郭淮就这么静静地看着,似乎已见惯了死亡。
他眼中古井无波,直到看到了城头上那个同样年轻气盛的青年将领,眸中方才生出些许峥嵘。
“咳咳。”郭淮冷冷的咳嗽了两声,端详了一眼这身不着甲的俊朗男儿。
其人,风骨傲然,通达毓秀,完全不像是出身寒微,郭淮甚至觉得他身上不仅没有贫苦之态,反倒有一种超乎常人的孤寒淡漠。
刘云静立城头,如青砖重石,巍然不动,仅仅是在各处战场露个面,各地守军便会士气倍振。

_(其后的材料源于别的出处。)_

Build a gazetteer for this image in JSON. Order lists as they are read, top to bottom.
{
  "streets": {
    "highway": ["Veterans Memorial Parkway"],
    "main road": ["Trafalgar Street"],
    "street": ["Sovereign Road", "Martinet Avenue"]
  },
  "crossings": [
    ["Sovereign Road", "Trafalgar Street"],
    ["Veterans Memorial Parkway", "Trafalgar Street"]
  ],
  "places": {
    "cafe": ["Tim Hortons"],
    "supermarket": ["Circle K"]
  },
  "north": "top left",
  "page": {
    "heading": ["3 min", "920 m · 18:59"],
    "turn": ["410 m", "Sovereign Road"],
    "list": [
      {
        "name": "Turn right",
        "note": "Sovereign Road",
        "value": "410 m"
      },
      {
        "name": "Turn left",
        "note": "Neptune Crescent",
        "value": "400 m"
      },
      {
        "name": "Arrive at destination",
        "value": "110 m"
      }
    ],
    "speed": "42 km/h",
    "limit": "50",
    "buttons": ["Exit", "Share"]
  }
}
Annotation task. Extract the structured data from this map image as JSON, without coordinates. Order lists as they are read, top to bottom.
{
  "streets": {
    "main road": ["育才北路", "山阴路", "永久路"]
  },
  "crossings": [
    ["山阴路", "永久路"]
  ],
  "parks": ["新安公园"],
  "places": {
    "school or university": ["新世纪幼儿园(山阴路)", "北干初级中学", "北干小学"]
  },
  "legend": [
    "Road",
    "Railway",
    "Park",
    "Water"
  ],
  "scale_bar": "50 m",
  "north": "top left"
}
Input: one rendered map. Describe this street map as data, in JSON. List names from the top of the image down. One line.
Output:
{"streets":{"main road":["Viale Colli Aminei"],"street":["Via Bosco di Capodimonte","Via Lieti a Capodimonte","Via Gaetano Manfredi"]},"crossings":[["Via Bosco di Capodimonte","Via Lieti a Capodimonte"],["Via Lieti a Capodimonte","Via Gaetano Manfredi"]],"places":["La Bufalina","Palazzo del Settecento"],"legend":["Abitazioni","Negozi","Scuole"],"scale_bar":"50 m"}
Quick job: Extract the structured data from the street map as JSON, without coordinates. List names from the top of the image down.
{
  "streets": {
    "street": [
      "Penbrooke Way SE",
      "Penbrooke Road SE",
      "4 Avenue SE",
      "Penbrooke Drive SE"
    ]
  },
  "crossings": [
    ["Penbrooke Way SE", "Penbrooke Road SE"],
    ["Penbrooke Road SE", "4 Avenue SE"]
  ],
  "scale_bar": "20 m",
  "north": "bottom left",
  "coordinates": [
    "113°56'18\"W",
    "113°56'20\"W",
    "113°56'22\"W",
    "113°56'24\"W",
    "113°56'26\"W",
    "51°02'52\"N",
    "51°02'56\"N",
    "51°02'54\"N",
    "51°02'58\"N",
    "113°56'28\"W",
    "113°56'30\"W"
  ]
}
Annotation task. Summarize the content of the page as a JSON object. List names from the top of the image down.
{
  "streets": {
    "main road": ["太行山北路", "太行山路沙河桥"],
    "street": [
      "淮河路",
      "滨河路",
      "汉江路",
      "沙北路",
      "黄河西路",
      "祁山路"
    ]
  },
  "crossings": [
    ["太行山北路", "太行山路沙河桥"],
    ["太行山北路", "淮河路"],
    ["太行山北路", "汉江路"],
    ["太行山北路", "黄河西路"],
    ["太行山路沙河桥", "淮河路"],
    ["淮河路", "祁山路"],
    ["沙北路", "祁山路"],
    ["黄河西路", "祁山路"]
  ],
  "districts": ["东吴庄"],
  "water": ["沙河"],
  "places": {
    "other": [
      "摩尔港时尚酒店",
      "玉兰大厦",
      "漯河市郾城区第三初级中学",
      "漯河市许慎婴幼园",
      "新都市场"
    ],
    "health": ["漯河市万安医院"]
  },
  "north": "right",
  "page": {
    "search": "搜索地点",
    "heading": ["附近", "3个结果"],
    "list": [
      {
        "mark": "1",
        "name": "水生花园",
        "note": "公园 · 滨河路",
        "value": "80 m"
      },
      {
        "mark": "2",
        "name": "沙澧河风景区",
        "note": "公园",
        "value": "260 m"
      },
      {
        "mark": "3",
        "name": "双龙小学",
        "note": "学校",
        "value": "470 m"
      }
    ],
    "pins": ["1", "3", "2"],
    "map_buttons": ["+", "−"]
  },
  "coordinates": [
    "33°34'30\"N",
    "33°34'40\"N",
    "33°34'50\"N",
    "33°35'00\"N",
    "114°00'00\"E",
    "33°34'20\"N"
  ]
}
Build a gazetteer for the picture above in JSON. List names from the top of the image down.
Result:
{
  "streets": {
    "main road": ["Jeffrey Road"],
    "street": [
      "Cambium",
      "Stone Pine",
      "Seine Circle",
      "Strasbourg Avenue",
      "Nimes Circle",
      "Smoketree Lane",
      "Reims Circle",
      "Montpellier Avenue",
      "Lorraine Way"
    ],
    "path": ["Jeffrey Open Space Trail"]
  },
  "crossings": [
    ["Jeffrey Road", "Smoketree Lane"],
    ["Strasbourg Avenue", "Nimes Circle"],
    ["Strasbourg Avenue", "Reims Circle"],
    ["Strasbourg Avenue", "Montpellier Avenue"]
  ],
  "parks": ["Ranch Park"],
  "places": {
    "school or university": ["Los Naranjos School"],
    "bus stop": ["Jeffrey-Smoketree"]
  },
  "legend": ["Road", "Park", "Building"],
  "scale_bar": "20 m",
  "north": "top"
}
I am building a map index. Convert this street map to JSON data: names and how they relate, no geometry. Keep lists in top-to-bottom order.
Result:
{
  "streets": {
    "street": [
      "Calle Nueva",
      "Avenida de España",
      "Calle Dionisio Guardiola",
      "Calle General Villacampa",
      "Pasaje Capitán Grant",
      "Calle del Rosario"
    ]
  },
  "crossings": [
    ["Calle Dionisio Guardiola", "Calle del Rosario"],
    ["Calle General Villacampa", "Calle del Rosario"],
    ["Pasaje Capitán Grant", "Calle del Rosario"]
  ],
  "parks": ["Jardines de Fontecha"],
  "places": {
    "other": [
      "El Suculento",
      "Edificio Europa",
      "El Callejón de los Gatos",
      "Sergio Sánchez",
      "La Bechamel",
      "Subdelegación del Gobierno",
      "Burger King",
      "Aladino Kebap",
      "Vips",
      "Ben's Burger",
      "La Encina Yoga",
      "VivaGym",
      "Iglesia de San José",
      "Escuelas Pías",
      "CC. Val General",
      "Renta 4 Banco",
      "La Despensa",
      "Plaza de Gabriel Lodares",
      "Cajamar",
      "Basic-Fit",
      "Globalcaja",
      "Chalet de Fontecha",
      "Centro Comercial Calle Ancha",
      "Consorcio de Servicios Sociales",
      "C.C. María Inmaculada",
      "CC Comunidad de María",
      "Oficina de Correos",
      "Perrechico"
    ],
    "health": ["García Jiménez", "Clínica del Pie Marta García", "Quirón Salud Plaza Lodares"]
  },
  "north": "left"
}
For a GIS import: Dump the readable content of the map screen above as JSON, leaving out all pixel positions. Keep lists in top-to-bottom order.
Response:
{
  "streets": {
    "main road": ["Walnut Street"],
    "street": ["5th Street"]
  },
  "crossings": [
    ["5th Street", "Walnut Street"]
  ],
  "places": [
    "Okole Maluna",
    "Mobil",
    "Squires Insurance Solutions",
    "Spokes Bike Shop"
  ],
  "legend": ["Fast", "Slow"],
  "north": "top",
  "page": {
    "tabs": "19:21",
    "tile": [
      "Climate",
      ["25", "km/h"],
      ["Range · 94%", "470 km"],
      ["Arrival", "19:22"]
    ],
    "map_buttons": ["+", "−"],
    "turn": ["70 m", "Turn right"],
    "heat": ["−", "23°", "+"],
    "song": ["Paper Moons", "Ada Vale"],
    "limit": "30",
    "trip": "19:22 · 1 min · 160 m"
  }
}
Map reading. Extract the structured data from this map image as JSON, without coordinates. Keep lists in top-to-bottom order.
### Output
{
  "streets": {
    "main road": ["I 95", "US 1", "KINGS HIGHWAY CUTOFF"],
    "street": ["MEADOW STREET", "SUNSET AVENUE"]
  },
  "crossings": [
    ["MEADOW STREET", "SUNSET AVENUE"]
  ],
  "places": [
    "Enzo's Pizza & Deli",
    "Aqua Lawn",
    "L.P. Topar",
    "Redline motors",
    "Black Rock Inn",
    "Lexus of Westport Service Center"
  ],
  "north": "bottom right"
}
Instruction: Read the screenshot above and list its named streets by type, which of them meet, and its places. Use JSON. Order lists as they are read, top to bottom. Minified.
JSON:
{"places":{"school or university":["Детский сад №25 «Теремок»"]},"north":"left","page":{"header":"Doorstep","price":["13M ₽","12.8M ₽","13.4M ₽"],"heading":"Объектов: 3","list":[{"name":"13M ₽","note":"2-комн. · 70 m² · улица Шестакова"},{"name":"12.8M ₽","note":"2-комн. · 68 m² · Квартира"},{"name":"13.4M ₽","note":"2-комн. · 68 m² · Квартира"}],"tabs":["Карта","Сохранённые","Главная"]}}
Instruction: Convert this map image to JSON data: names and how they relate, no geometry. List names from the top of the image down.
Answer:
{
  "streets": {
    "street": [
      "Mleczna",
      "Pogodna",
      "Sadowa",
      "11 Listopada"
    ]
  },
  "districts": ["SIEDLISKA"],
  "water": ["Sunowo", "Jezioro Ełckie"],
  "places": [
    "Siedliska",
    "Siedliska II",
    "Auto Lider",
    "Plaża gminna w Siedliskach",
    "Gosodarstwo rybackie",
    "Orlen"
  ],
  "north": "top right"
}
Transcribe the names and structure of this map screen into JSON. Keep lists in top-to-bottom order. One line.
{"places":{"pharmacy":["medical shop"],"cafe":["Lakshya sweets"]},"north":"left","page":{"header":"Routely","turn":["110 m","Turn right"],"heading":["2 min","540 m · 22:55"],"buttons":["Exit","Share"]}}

每到一处,满城山呼。原本危在旦夕的局面,也因此人出现,困境全解。
“有意思……果真是耳闻不如一见。”
“也不枉儁义和妙才在他手上吃了亏。”
郭淮冷冷咳嗽三声,忽想起魏公临行前,特地点名要让他与这刘云斗上一斗。
他担任魏公兵曹议令史多年,饱经曹操教导,已隐隐成为曹操最为得意的作品之一。
如今曹操将他郭淮调来夏侯渊麾下,已是有意在培养新的西线统帅了。
他刘升之不是击败了张郃,戏耍了夏侯渊吗?
这就是個天然的垫脚石。
只要在此杀败刘云,郭淮便能借此扬名雍凉。
“魏公深谋远虑,我不能有负魏公期许啊。”
郭淮苦苦一笑,既然已经试探了城中虚实,接下来就要回去巧思对策了。
强攻从来不是他的目的,只是他投石问路的石子而已。
“传令,攻城部队徐徐后撤。”
“盾卫在后,阻挡追兵。”
“唯!”
铛铛铛!
西门魏军鸣金收兵,很快全线撤离。
句扶杀败登上城楼的最后一队魏军,刚要继续追杀,却见魏军主力已然撤走。
顿时间,众人都摸不着头脑。
“祭酒,郭淮就这么走了……”
刘云看向撤离的魏军,这只军队军阵严整,进退有序。
便是全军撤走,将士的脸上也丝毫没有沮丧之色。
此人能力不差啊……
“别看郭淮攻城的架势摆的不小,他是在试探我军虚实。”
“如今,他已经得到想要的答案了,不会再浪费兵力了。”
句扶闻言,挑眉看向郭淮大营。
“此人年纪只比祭酒大上几岁,他能有什么能耐?”
“张郃、夏侯渊不都在祭酒手下吃了亏吗?”
“那不一样。”刘云对局势看得很清楚。
“张郃败给我军,是因为他在明,我在暗,攻守之势掌握在我军手中。”
“夏侯渊则是自作聪明,急于立功,反被我军占得便宜。”
“但是这郭淮就不一样了。”
句扶挠了挠头,还是看不出端倪,他困惑道:“哪里不一样。”
“郭淮比其他人更年轻……也更聪明,更谨慎。”
“曹操,倒是教了个好徒弟啊……”
……
南郑被围,尘埃落定。
密报传到曹操手中,他并没细看。
只是默默地将封检放下,负手而立,笑着望向远方。
“魏公似乎心情很好。”
刘晔轻声慢步上前,恭敬的朝着曹操行了一礼。
“想必是南郑传来消息了。”
穿着一身黑色狐皮大氅的曹操,静立良久,眼神中透露出些许期待。
“伯济今日见到那刘升之了。”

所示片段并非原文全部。